The exercise calls for every entry that follows to be repeated exactly.
----- Entries shown -----
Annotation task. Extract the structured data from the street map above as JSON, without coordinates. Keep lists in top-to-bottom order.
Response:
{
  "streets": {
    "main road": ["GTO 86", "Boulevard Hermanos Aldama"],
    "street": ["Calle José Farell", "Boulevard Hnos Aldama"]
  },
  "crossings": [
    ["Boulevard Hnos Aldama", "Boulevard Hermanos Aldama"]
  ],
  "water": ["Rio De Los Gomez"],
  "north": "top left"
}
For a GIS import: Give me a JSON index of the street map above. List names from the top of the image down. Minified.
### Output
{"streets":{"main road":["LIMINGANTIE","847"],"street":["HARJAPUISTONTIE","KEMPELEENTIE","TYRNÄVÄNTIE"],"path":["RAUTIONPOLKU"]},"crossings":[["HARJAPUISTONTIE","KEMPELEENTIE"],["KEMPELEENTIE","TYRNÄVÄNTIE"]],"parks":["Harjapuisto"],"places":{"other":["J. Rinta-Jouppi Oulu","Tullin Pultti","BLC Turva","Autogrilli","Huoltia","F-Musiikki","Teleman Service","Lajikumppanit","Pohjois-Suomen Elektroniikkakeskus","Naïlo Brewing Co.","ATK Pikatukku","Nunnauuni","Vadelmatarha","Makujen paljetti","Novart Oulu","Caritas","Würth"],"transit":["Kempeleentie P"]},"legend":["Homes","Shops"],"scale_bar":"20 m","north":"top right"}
-----
§ **Written answer**:
Annotation task. Extract the structured data from the street map above as JSON, without coordinates. Keep lists in top-to-bottom order.
Response:
{
  "streets": {
    "main road": ["GTO 86", "Boulevard Hermanos Aldama"],
    "street": ["Calle José Farell", "Boulevard Hnos Aldama"]
  },
  "crossings": [
    ["Boulevard Hnos Aldama", "Boulevard Hermanos Aldama"]
  ],
  "water": ["Rio De Los Gomez"],
  "north": "top left"
}
For a GIS import: Give me a JSON index of the street map above. List names from the top of the image down. Minified.
### Output
{"streets":{"main road":["LIMINGANTIE","847"],"street":["HARJAPUISTONTIE","KEMPELEENTIE","TYRNÄVÄNTIE"],"path":["RAUTIONPOLKU"]},"crossings":[["HARJAPUISTONTIE","KEMPELEENTIE"],["KEMPELEENTIE","TYRNÄVÄNTIE"]],"parks":["Harjapuisto"],"places":{"other":["J. Rinta-Jouppi Oulu","Tullin Pultti","BLC Turva","Autogrilli","Huoltia","F-Musiikki","Teleman Service","Lajikumppanit","Pohjois-Suomen Elektroniikkakeskus","Naïlo Brewing Co.","ATK Pikatukku","Nunnauuni","Vadelmatarha","Makujen paljetti","Novart Oulu","Caritas","Würth"],"transit":["Kempeleentie P"]},"legend":["Homes","Shops"],"scale_bar":"20 m","north":"top right"}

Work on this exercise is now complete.